DIRECTIONS FOR THIS TASK — Without changing anything, reproduce every record below.

DATA IN THIS EXERCISE —

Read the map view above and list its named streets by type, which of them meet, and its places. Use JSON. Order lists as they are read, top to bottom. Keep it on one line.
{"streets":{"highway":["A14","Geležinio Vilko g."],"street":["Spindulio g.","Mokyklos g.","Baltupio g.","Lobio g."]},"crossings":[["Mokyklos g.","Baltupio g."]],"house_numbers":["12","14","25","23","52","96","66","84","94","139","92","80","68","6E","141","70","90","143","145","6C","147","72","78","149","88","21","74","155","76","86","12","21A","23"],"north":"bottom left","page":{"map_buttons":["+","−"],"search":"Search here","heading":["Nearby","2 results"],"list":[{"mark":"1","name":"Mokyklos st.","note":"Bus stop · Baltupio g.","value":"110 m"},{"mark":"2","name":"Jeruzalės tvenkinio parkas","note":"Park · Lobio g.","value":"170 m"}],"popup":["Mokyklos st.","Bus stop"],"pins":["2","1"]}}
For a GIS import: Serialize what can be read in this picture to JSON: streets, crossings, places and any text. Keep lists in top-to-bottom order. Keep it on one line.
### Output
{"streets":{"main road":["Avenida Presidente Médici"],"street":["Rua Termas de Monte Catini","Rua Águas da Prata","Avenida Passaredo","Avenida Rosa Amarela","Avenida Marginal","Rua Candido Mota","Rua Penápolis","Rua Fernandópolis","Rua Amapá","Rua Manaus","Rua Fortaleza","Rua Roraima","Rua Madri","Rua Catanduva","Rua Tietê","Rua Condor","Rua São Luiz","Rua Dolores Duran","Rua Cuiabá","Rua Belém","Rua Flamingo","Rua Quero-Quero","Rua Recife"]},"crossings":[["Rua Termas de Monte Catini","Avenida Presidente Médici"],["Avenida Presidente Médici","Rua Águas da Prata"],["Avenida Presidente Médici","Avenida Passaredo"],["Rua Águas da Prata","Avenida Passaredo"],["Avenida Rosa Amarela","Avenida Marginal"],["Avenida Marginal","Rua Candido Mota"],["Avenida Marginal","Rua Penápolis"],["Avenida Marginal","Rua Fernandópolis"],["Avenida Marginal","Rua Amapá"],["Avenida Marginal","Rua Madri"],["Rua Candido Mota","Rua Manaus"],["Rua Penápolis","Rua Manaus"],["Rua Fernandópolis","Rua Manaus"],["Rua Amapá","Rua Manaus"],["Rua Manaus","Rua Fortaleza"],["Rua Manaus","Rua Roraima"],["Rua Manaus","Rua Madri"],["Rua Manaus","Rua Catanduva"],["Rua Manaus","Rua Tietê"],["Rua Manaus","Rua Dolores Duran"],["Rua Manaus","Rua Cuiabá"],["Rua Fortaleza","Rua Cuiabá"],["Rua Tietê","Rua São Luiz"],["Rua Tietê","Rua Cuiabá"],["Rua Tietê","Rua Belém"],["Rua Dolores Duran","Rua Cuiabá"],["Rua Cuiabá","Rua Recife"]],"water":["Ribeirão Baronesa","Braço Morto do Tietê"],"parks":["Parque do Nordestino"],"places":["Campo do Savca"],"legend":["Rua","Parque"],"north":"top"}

RESULT OF THE TASK —
Read the map view above and list its named streets by type, which of them meet, and its places. Use JSON. Order lists as they are read, top to bottom. Keep it on one line.
{"streets":{"highway":["A14","Geležinio Vilko g."],"street":["Spindulio g.","Mokyklos g.","Baltupio g.","Lobio g."]},"crossings":[["Mokyklos g.","Baltupio g."]],"house_numbers":["12","14","25","23","52","96","66","84","94","139","92","80","68","6E","141","70","90","143","145","6C","147","72","78","149","88","21","74","155","76","86","12","21A","23"],"north":"bottom left","page":{"map_buttons":["+","−"],"search":"Search here","heading":["Nearby","2 results"],"list":[{"mark":"1","name":"Mokyklos st.","note":"Bus stop · Baltupio g.","value":"110 m"},{"mark":"2","name":"Jeruzalės tvenkinio parkas","note":"Park · Lobio g.","value":"170 m"}],"popup":["Mokyklos st.","Bus stop"],"pins":["2","1"]}}
For a GIS import: Serialize what can be read in this picture to JSON: streets, crossings, places and any text. Keep lists in top-to-bottom order. Keep it on one line.
### Output
{"streets":{"main road":["Avenida Presidente Médici"],"street":["Rua Termas de Monte Catini","Rua Águas da Prata","Avenida Passaredo","Avenida Rosa Amarela","Avenida Marginal","Rua Candido Mota","Rua Penápolis","Rua Fernandópolis","Rua Amapá","Rua Manaus","Rua Fortaleza","Rua Roraima","Rua Madri","Rua Catanduva","Rua Tietê","Rua Condor","Rua São Luiz","Rua Dolores Duran","Rua Cuiabá","Rua Belém","Rua Flamingo","Rua Quero-Quero","Rua Recife"]},"crossings":[["Rua Termas de Monte Catini","Avenida Presidente Médici"],["Avenida Presidente Médici","Rua Águas da Prata"],["Avenida Presidente Médici","Avenida Passaredo"],["Rua Águas da Prata","Avenida Passaredo"],["Avenida Rosa Amarela","Avenida Marginal"],["Avenida Marginal","Rua Candido Mota"],["Avenida Marginal","Rua Penápolis"],["Avenida Marginal","Rua Fernandópolis"],["Avenida Marginal","Rua Amapá"],["Avenida Marginal","Rua Madri"],["Rua Candido Mota","Rua Manaus"],["Rua Penápolis","Rua Manaus"],["Rua Fernandópolis","Rua Manaus"],["Rua Amapá","Rua Manaus"],["Rua Manaus","Rua Fortaleza"],["Rua Manaus","Rua Roraima"],["Rua Manaus","Rua Madri"],["Rua Manaus","Rua Catanduva"],["Rua Manaus","Rua Tietê"],["Rua Manaus","Rua Dolores Duran"],["Rua Manaus","Rua Cuiabá"],["Rua Fortaleza","Rua Cuiabá"],["Rua Tietê","Rua São Luiz"],["Rua Tietê","Rua Cuiabá"],["Rua Tietê","Rua Belém"],["Rua Dolores Duran","Rua Cuiabá"],["Rua Cuiabá","Rua Recife"]],"water":["Ribeirão Baronesa","Braço Morto do Tietê"],"parks":["Parque do Nordestino"],"places":["Campo do Savca"],"legend":["Rua","Parque"],"north":"top"}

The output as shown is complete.